The lower part of the hull had small hatches for the crew on either side, while the cab had a single hatch for the driver, who sat in front of the powerpack. Both designs had no shutters on the windshield, used a Mercedes-Benz diesel engine developing 540 hp coupled with a manual transmission, and a central tire pressure regulation system; Christopher F Foss noted that the prototypes lacked spades, which would provide a more stable firing platform if fitted.

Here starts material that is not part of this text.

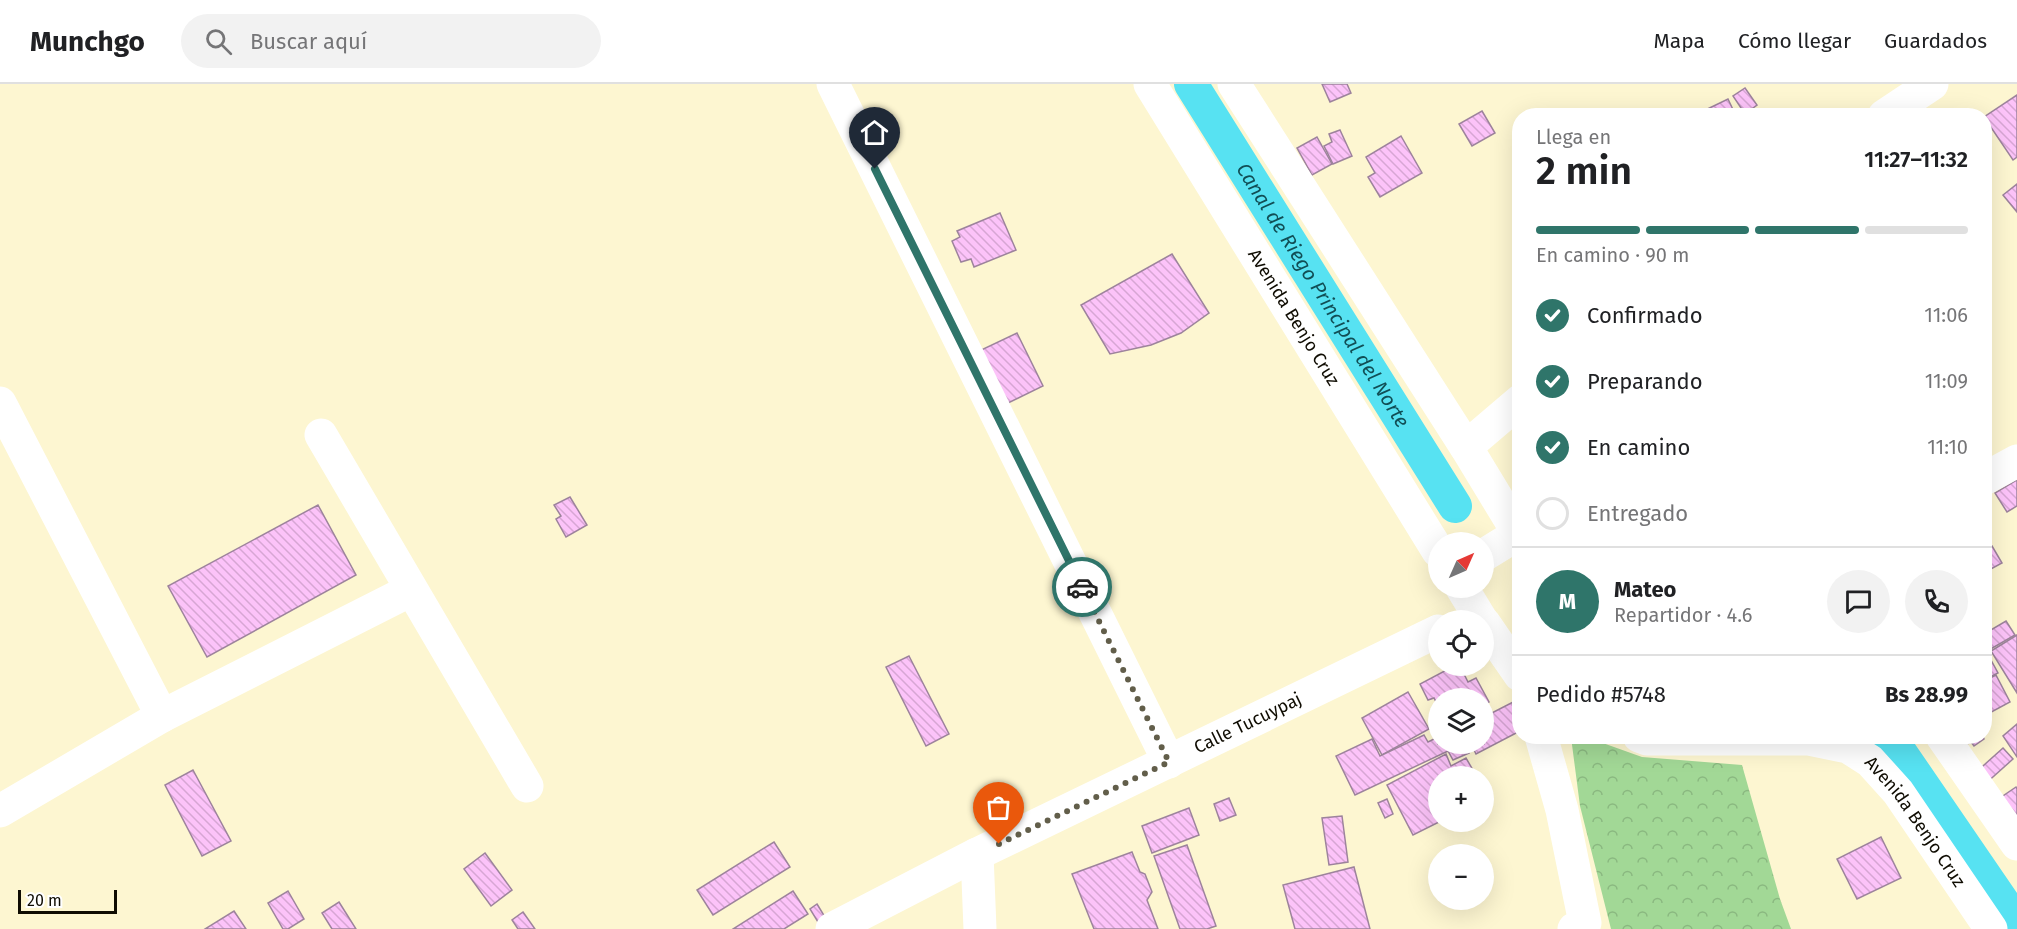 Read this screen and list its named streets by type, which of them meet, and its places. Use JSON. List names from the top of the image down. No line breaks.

The Al-Fao and Majnoon could fire Extended range full bore (ERFB) and ERFB-base bleed (ERFB-BB) ammunition, which were already in use in Iraq with the 155 mm GHN-45 and the G5 howitzer. The 210 mm shell design was an enlarged version with a much larger high explosive payload.

==Specifications==

Comparison between the Majnoon and Al-Fao
| Model | Majnoon | Al-Fao |
|---|---|---|
| Weight | 43,000 kg (95,000 lb) | 48,000 kg (106,000 lb) |
| Length | 12 m (39 ft) | 15 m (49 ft) |
| Width | 3.5 m (11 ft) | 3.5 m (11 ft) |
| Max road speed | 90 km/h (56 mph) | 90 km/h (56 mph) |
| Off-road speed | 60–70 km/h (37–43 mph) | 60–70 km/h (37–43 mph) |
| Armament | 1× 155 mm (6.1 in) gun | 1× 210 mm (8.3 in) gun |
| Barrel length | 8.06 m (26.4 ft) | 11.13 m (36.5 ft) |
| Elevation | 0° to +72° | 0° to +55° |
| Traverse | 40° left/right | 40° left/right |
| Range (ERFB) | 30,200 m (33,000 yd) | 45,000 m (49,000 yd) |
| Muzzle velocity (ERFB) | 900 m/s (3,000 ft/s) | 997 m/s (3,270 ft/s) |
| Range (ERFB-BB) | 38,800 m (42,400 yd) | 57,340 m (62,710 yd) |
| Muzzle velocity (ERFB-BB) | 889 m/s (2,920 ft/s) | 992 m/s (3,250 ft/s) |
| Projectile weight | 45.5 kg (100 lb) | 109.4 kg (241 lb) |
| Maximum rate of fire | 4 rpm | 4 prm |
| Sustained rate of fire | 1 rpm | 1 rpm |

==History==
The design of the Majnoon and Al-Fao started around 1988. That year, South Africa had tried to sell the G6 howitzer to Iraq, but the Iraqis found it too expensive, and requested that Bull design two equivalents for them. Prototypes of each model had to be ready by May 1989, in time for the Baghdad International Arms Fair. Numerous French, German and Spanish companies were contracted to manufacture parts for the guns, while the design for the chassis was bought in Czechoslovakia and modified to South African specifications. The deadline was met, and the prototypes of both Majnoon and Al-Fao were presented at the Arms Fair, although these were far from complete. However, by early 1990, the Iraqis had imported all the know-how, equipment and machinery necessary to produce them, as well as ammunition. Subsequent events prevented the realisation of the Majnoon and Al-Fao projects.